California, according to Watanabe, is a special place when it comes to winemaking. Not only is it an important agricultural hub for the country as a whole, but also in supporting its wineries, drinkers support the region’s farmers and vineyard workers. And there’s a particular thoughtfulness that she has found to be a common denominator in winemaking across the state.
“Whether they’re using minimal intervention, employing sustainable farming practices or giving back to their communities, I fully respect the care with which they approach their craft,” says Wantanabe. “It’s important to support brands that are doing right by the environment and its inhabitants. It’s one way we can invest in people who care about the bigger picture and are doing their part.”
Plus, Hsu adds, there are certain perks that come with being a relative newcomer to the world of winemaking. “[California is] unbounded by tradition––it's like the Wild Wild West all over again. With a sense of adventure and creativity, California winemakers are trying new things, growing every kind of grapes and combining them with winemaking styles that result in exciting, affordable, unpretentious wines that make drinking them just plain fun.”
Here, Watanabe, Hsu and other wine experts share their favorite California wines of the moment.
As a longtime fan of viognier for its nose, Hsu immediately fell in love with Santa Cruz winemaker Birichino’s 2018 malvasia bianca. “When I put my nose to this wine, I want to drink it, bathe in it and wear it like a perfume,” he says. “It has the most beautiful floral and aromatic nose of any wine I've come across.” On the palate, this wine has floral and citrusy notes with a hint of mint.

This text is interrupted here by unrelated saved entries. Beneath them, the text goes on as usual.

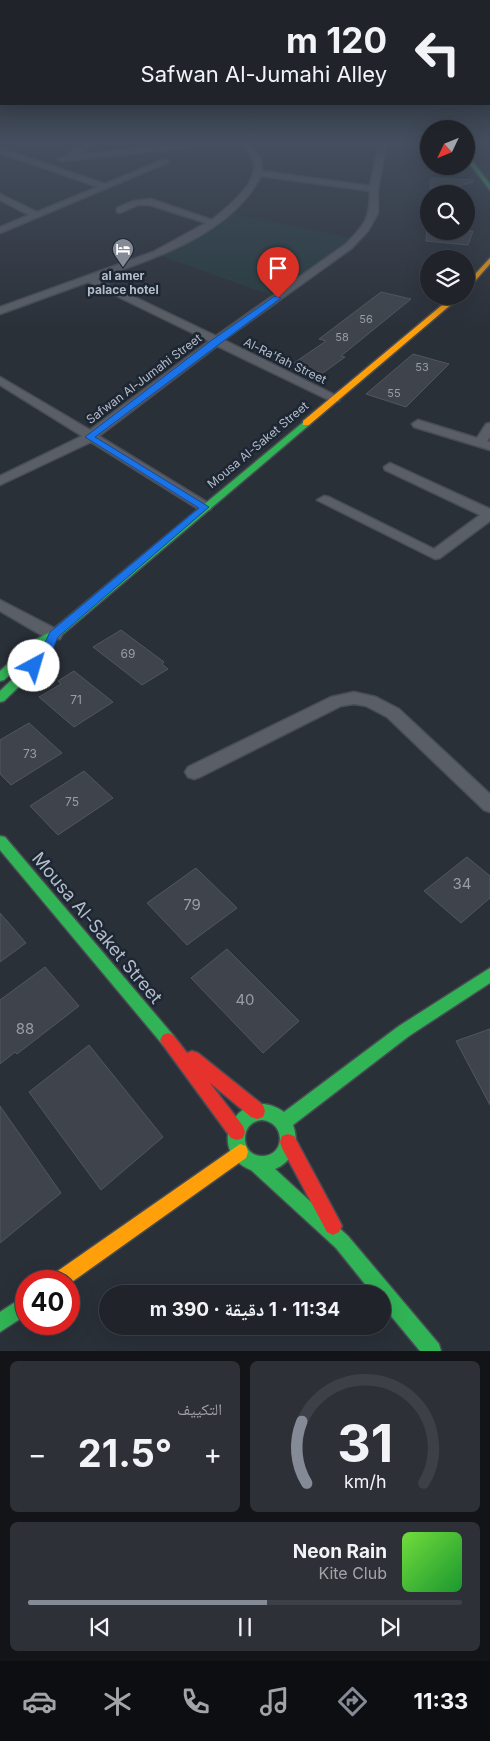 <!DOCTYPE html>
<html lang="ar">
<head>
<meta charset="utf-8">
<style>
	:root { --surface:#20242a; --page:#2d3036; --text:#f1f3f6; --muted:#a2a4a8; --line:#3d4147; --accent:#848b96 }
	body { margin:0; font-family:Inter,"Noto Naskh Arabic",sans-serif; background:var(--page); color:var(--text); direction:rtl; height:100vh; display:flex; flex-direction:column; font-size:19px; white-space:nowrap }
	* { box-sizing:border-box; margin:0 }
	p { font-size:16px; color:var(--muted) }
	.icon { flex:none; width:28px; height:28px; fill:none; stroke:currentColor; stroke-width:2; stroke-linecap:round; stroke-linejoin:round }
	.map { position:relative; height:1351px; overflow:hidden; direction:ltr }
	.side { display:flex; flex-direction:column; gap:10px; padding:10px; background:#121417; flex:1 }
	.side>* { flex:none }
	.top-card { position:absolute; left:0px; top:0px; width:490px; height:105px; box-shadow:0 5px 20px #0002,0 0 0 1px var(--line); direction:rtl; background:#20242a; color:var(--text); overflow:hidden }
	.needle { width:32px; rotate:227deg }
	.buttons { position:absolute; left:420px; top:120px; display:grid; gap:10px }
	.buttons a { display:grid; place-items:center; width:55px; height:55px; border-radius:50%; background:var(--surface); box-shadow:0 5px 20px #0002,0 0 0 1px var(--line); font-size:25px }
	.speed { position:absolute; left:15px; top:1270px; display:flex; gap:10px; font-size:25px; font-weight:700; text-align:center }
	.speed>* { display:grid; place-content:center; width:65px; height:65px; border-radius:50%; background:var(--surface); box-shadow:0 5px 20px #0002,0 0 0 1px var(--line); line-height:1 }
	.speed .limit { border:8px solid #d22; background:#fff; color:#111 }
	.pin { position:absolute; display:grid; place-items:center; width:42px; height:42px; color:#fff; margin:-51px -21px; border-radius:50% 50% 50% 0; rotate:-45deg; box-shadow:0 0 5px #0007 }
	.pin .icon { rotate:45deg }
	.me { position:absolute; width:55px; margin:-28px; rotate:39deg; stroke-linejoin:round; filter:drop-shadow(0 0 4px #0008) }
	.turn { display:flex; align-items:center; gap:18px; height:105px; padding:0 20px; font-size:22px }
	.turn .icon { width:65px; height:65px; stroke-width:2.5 }
	.turn b { display:block; font-size:35px; line-height:42px }
	.big { font-size:38px; font-weight:700; line-height:1.1 }
	.side .widget { flex:1; display:flex; flex-direction:column; justify-content:center; gap:8px; min-width:0; padding:0 18px; border-radius:8px; background:var(--page) }
	.side .dial { align-items:center; gap:0 }
	.dial svg { height:130px; overflow:visible; fill:none; stroke:var(--line); stroke-width:7; stroke-linecap:round; text-anchor:middle }
	.dial text { fill:var(--text); stroke:none }
	.song { display:flex; align-items:center; gap:15px }
	.cover { width:60px; height:60px; border-radius:8px; background:linear-gradient(135deg,hsl(100 70% 55%),hsl(130 70% 35%)) }
	.played { height:5px; border-radius:2px; background:linear-gradient(90deg,var(--accent) 55%,var(--line) 55%) }
	.keys { display:flex; justify-content:space-around; direction:ltr }
	.heat { display:flex; justify-content:space-between; align-items:center; font-size:28px; direction:ltr }
	.side .tiles { flex:1; display:grid; gap:10px; grid-template-columns:1fr 1fr }
	.widget:last-child { grid-column:span 2 }
	.trip { position:absolute; left:99px; top:1285px; width:292px; height:50px; border-radius:25px; background:var(--surface); box-shadow:0 5px 20px #0002,0 0 0 1px var(--line); font-weight:700; line-height:50px; text-align:center; direction:rtl }
	.menu { display:flex; height:80px; justify-content:space-around; align-items:center; background:#0d0e11; color:var(--muted) }
	.menu .icon { width:35px; height:35px }
	.menu .active { color:var(--accent) }
	.menu b { font-size:22px; color:var(--text) }
	.map>svg:first-child { display:block }
	.green { fill:#273a3e }
	.building { fill:#3f444c; stroke:#52575f }
	.lines { fill:none; stroke-linecap:round; stroke-linejoin:round }
	.street-casing { stroke:#484c55; stroke-width:3 }
	.fast-casing { stroke:#484c55; stroke-width:3 }
	.slow-casing { stroke:#484c55; stroke-width:3 }
	.jam-casing { stroke:#484c55; stroke-width:3 }
	.street { fill:#5a5e66; fill-rule:evenodd }
	.fast { fill:#30b455; fill-rule:evenodd }
	.slow { fill:#ff9f0a; fill-rule:evenodd }
	.jam { fill:#e5322d; fill-rule:evenodd }
	.route { fill:#1a73e8; stroke:#114b97 }
	.labels { text-anchor:middle; stroke-width:5; stroke-linejoin:round; paint-order:stroke }
	.far-number-label { font-size:11px; fill:#979eaa }
	.far-poi-label { font-size:12px; font-weight:bold; fill:#b4bcc9; stroke:#1d2633 }
	.far-street-label { font-size:12px; fill:#b4bcc9; stroke:#1d2633 }
	.number-label { font-size:12px; fill:#979eaa }
	.near-number-label { font-size:15px; fill:#979eaa }
	.near-street-label { font-size:18px; fill:#b4bcc9; stroke:#1d2633 }
</style>
</head>
<body>
<div class="map">
<svg width="490" height="1351" viewBox="0 0 490 1351">
	<rect width="100%" height="100%" fill="#2a3038"/>
	<path class="green" d="M228 212 356 239 278 298 156 254Z"/>
	<path class="building" d="M430 178 473 180V182L431 194Z
		M427 231H473L468 245 426 241Z
		M381 292 411 299 341 356 345 357 323 373 294 363 326 341 319 339Z
		M413 354 449 364 406 407 366 394Z
		M121 630 164 662 162 664 168 669 142 685 93 647Z
		M74 671 113 702 74 727 39 697 61 684 58 681Z
		M29 723 62 753 11 785 0 774V740Z
		M84 771 113 798 58 835 30 806Z
		M467 857 490 876V898L461 923 424 891Z
		M196 868 237 908 187 945 147 903Z
		M0 913 26 943 0 962Z
		M227 949 299 1021 263 1053 191 978Z
		M45 967 79 1006 17 1054 15 1052 0 1064V1000Z
		M490 1029V1105L456 1041Z
		M89 1045 163 1137 101 1190 29 1092Z
		M0 1106 61 1193 0 1243Z"/>
	<g class="lines">
		<g class="street-casing">
			<path id="street" d="M88 142H97L76 155 198 142H222L218 144 62 161 58 159 68 156V153Z
				M240 142H248L261 159 262 171 370 186 379 142H387L378 189V213L368 231 352 248 224 340 339 397V401H331L217 346 99 436 210 504 212 507 210 510H200L91 442 0 485V476L82 436 0 385V377L90 430 209 341 88 282 0 314V307L153 252 206 223 150 205H138L120 213 117 212V208L134 201 151 199 212 220C226 208 264 180 252 158 249 152 244 147 240 142ZM261 176 370 191C370 220 365 224 346 244L216 336 97 279C156 257 230 235 261 176Z
				M0 148 105 184 162 160 169 162 0 233V227L29 215 0 200V194L37 212 98 187 0 153Z
				M418 420 477 438 486 424 490 423V437L487 441 490 442V450L414 427 412 424Z
				M390 463 490 509V521L440 558 435 559 317 500 324 496 329 497 434 549 480 515 385 470 384 467Z
				M0 600 60 631 62 635 60 639H48L0 611Z
				M354 692 376 697 399 709 490 794V812L484 810 387 717 366 706 354 704 341 706 200 777 194 779 188 777 185 772 188 767 331 697Z"/>
		</g>
		<g class="fast-casing">
			<path id="fast" d="M466 153 490 184V190L466 159Z
				M306 420 309 421V425L58 638 41 647 4 680 0 681V671L33 641 50 632Z
				M29 666 33 667 35 670 33 673 4 701 0 702V691L25 667Z
				M0 836 5 837 173 1035 176 1040 173 1045 168 1047 163 1045 0 850Z
				M490 968V983L409 1036 293 1125C300 1143 293 1162 275 1169L348 1236 439 1344 441 1351H420L382 1305V1294H373L336 1248 251 1170C202 1150 239 1081 284 1112L399 1026ZM262 1120C285 1122 286 1154 264 1156 240 1158 238 1122 262 1120Z
				M26 1295V1315L0 1332V1312Z"/>
		</g>
		<g class="slow-casing">
			<path id="slow" d="M490 258V264L466 291V284Z
				M453 296H461L309 425H303V421Z
				M240 1144 246 1146 248 1152 246 1158 69 1284V1281H49L52 1275Z"/>
		</g>
		<g class="jam-casing">
			<path id="jam" d="M168 1033 173 1035 187 1053 192 1051 198 1053 263 1105 265 1111 263 1117 257 1119 251 1117 209 1082 243 1126 245 1132 243 1138 237 1140 231 1138 163 1045 160 1040 163 1035Z
				M288 1134 294 1136 339 1220 342 1226 339 1232 333 1235 327 1232 282 1148 280 1142 282 1136Z"/>
		</g>
		<use href="#street" class="street"/>
		<use href="#fast" class="fast"/>
		<use href="#slow" class="slow"/>
		<use href="#jam" class="jam"/>
	</g>
	<linearGradient id="sky" x2="0" y2="1"><stop stop-color="#171a1f"/><stop offset="0.43" stop-color="#444e5e"/><stop offset="1" stop-color="#444e5e" stop-opacity="0"/></linearGradient>
	<rect width="490" height="331" fill="url(#sky)"/>
	<path class="route" d="M275 296 281 298 95 437 209 507 58 637 52 651 38 668H30L28 666 43 647 50 632 199 508 85 437 212 340Z"/>
	<defs>
		<g id="hotel-pin" transform="scale(1.125)"><path d="M0 17L-7.5 6A9.5 9.5 0 1 1 7.5 6Z" fill="#848b96" stroke="#1d2633"/><path d="M-6-4.5h1.5V1H6V5H4.5V3h-9V5H-6ZM-4 0a1.8 1.8 0 1 1 3.6 0ZM.5 0V-2.5h3Q6-2.5 6 0Z" fill="#fff"/></g>
	</defs>
	<g fill-rule="evenodd">
		<use href="#hotel-pin" x="123" y="249"/>
	</g>
	<g class="labels">
		<g class="far-number-label">
			<text x="366" y="323">56</text>
			<text x="342" y="341">58</text>
			<text x="422" y="371">53</text>
			<text x="394" y="397">55</text>
		</g>
		<g class="far-poi-label">
			<text x="123" y="280">al amer<tspan x="123" dy="14">palace hotel</tspan></text>
		</g>
		<g class="far-street-label">
			<text transform="translate(285 361) rotate(26)" y="4">Al-Ra'fah Street</text>
			<text transform="translate(144 379) rotate(-37)" y="4">Safwan Al-Jumahi Street</text>
			<text transform="translate(258 445) rotate(-40)" y="4">Mousa Al-Saket Street</text>
		</g>
		<g class="number-label">
			<text x="128" y="658">69</text>
			<text x="76" y="704">71</text>
			<text x="30" y="758">73</text>
			<text x="72" y="806">75</text>
		</g>
		<g class="near-number-label">
			<text x="462" y="889">34</text>
			<text x="192" y="910">79</text>
			<text x="245" y="1005">40</text>
			<text x="25" y="1034">88</text>
		</g>
		<g class="near-street-label">
			<text transform="translate(97 928) rotate(50)" y="6">Mousa Al-Saket Street</text>
		</g>
	</g>
</svg>
<div class="buttons">
<a><svg class="needle" viewBox="-14 -14 28 28"><path d="M0-13l5 13h-10z" fill="#e53935"/><path d="M0 13l5-13h-10z" fill="#a2a4a8"/></svg></a>
<a><svg class="icon" aria-label="search" viewBox="0 0 24 24"><circle cx="10" cy="10" r="6"/><path d="M15 15l6 6"/></svg></a>
<a><svg class="icon" aria-label="layers" viewBox="0 0 24 24"><path d="M12 4l9 5-9 5-9-5zM3 14l9 5 9-5"/></svg></a>
</div>
<div class="speed"><div class="limit">40</div></div>
<div class="pin" style="left:278px;top:298px;background:#d93025"><svg class="icon" aria-label="arrive" viewBox="0 0 24 24"><path d="M6 21V4h12l-3 4 3 4H6"/></svg></div>
<svg class="me" style="left:34px;top:666px" viewBox="-20 -20 40 40"><circle r="19" fill="#fff"/><path d="M0-13L10 11 0 6-10 11z" fill="#1a73e8"/></svg>
<div class="trip">11:34 · 1 دقيقة · 390 m</div>
<div class="top-card">
<div class="turn"><svg class="icon" aria-label="left" viewBox="0 0 24 24"><path d="M17 20v-9H6M10 6l-5 5 5 5"/></svg><div><b>120 m</b>Safwan Al-Jumahi Alley</div></div>
</div>
</div>
<section class="side">
<div class="tiles">
<div class="widget dial"><svg viewBox="0 0 100 80">
<path d="M14 69A42 42 0 1 1 86 69"/>
<path d="M14 69A42 42 0 0 1 11 31" stroke="#848b96"/>
<text x="50" y="56" font-size="32" font-weight="700">31</text>
<text x="50" y="72" font-size="11">km/h</text>
</svg></div>
<div class="widget"><p>التكييف</p>
<div class="heat"><a>−</a><b class="big">21.5°</b><a>+</a></div>
</div>
<div class="widget">
<div class="song"><i class="cover"></i><div><b>Neon Rain</b><p>Kite Club</p></div></div>
<div class="played"></div>
<div class="keys"><svg class="icon" aria-label="previous" viewBox="0 0 24 24"><path d="M18 5L8 12l10 7zM5 5v14"/></svg><svg class="icon" aria-label="pause" viewBox="0 0 24 24"><path d="M8 5v14M16 5v14"/></svg><svg class="icon" aria-label="next" viewBox="0 0 24 24"><path d="M6 5l10 7-10 7zM19 5v14"/></svg></div>
</div>
</div>
</section>
<nav class="menu">
<b>11:33</b>
<svg class="icon active" aria-label="directions" viewBox="0 0 24 24"><path d="M12 3l9 9-9 9-9-9zM9 14v-3h6M13 9l2 2-2 2"/></svg>
<svg class="icon" aria-label="music" viewBox="0 0 24 24"><path d="M9 18V5l10-2v13"/><circle cx="6" cy="18" r="3"/><circle cx="16" cy="16" r="3"/></svg>
<svg class="icon" aria-label="phone" viewBox="0 0 24 24"><path d="M5 4h4l2 5-3 2q2 4 5 5l2-3 5 2v4C11 20 4 13 5 4z"/></svg>
<svg class="icon" aria-label="climate" viewBox="0 0 24 24"><path d="M12 3v18M4 7l16 10M4 17L20 7"/></svg>
<svg class="icon" aria-label="car" viewBox="0 0 24 24"><path d="M5 17H2v-5l4-1 3-4h7l3 4 3 1v5h-3M9 17h6M6 11h13"/><circle cx="7" cy="17" r="2"/><circle cx="17" cy="17" r="2"/></svg>
</nav>
</body>
</html>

“I can’t talk about California without mentioning Jim Clendenen of Au Bon Climat; he’s a legend, one of the OGs of the California winemaking scene who brought much-deserved attention to the Santa Barbara region,” says Yassmin Dever, a wine advisor for Sotheby’s Wine. “He has been championing a more balanced, less heavy-handed style of winemaking even through the ’90s, when big, ripe, rich, concentrated wines were all the rage. What caught my attention in particular is his zest for experimenting with nontraditional varietals, which prompted him to create the Clendenen Family Vineyards label.” Clendenen’s The Pip nebbiolo is a deep and complex red made from the Piemontese grape. “For a wine lover like me, it’s a fun experience to taste the potential of grapes like nebbiolo in an unexpected place,” says Dever.
Watanabe credits the first vintage of Napa Valley’s Colète, a collaboration between sommeliers Rajat Parr and Marie Vayron Ponsonnet, as being “the merlot to make you fall in love with merlots again.” She’s a big fan of the 2017 bottling, though the recent release of its 2018 vintage has proven to be just as exceptional, she says. This easy-drinking wine is the product of a 20-year-old certified organic vineyard and Bordeaux-style vinification; it’s full-bodied with slight smoke and plenty of ripe red berry on the palate, layered with strong floral notes.
“Andrew Jones [of Field Recordings] has been working with grapes from Paso Robles since 2007, and this sparkling chardonnay fermented with Mosaic hops is fun, unconventional and delicious,” says Hsu. “I think of it as the gateway wine for beer drinkers to like wine.” The 2019 vintage offers pear, gooseberry and tropical fruit notes; the producer recommends pairing it with tuna salad or rotisserie chicken.Continue to 5 of 5 below.
“California has so much diversity in its wines that people tend to forget that there's more than Napa cab, Sonoma pinot noir and chardonnay, but I've discovered some real gems,” says New York City sommelier Sarah Tracey, the founder of The Lush Life. Among her most recent is Halcyon Wines’ 2019 blanc of cabernet franc, made by husband-and-wife team Tyler and Kim Elwell with grapes from Contra Costa County. “This wine is a white produced from 100% cab franc with no extraction from the skins, and it reminds me of yellow plum, persimmon and white flowers,” says Tracey. “The Elwells even include music playlists to accompany the experience of drinking their wines. If you have rosé fatigue, this is your new summer wine.”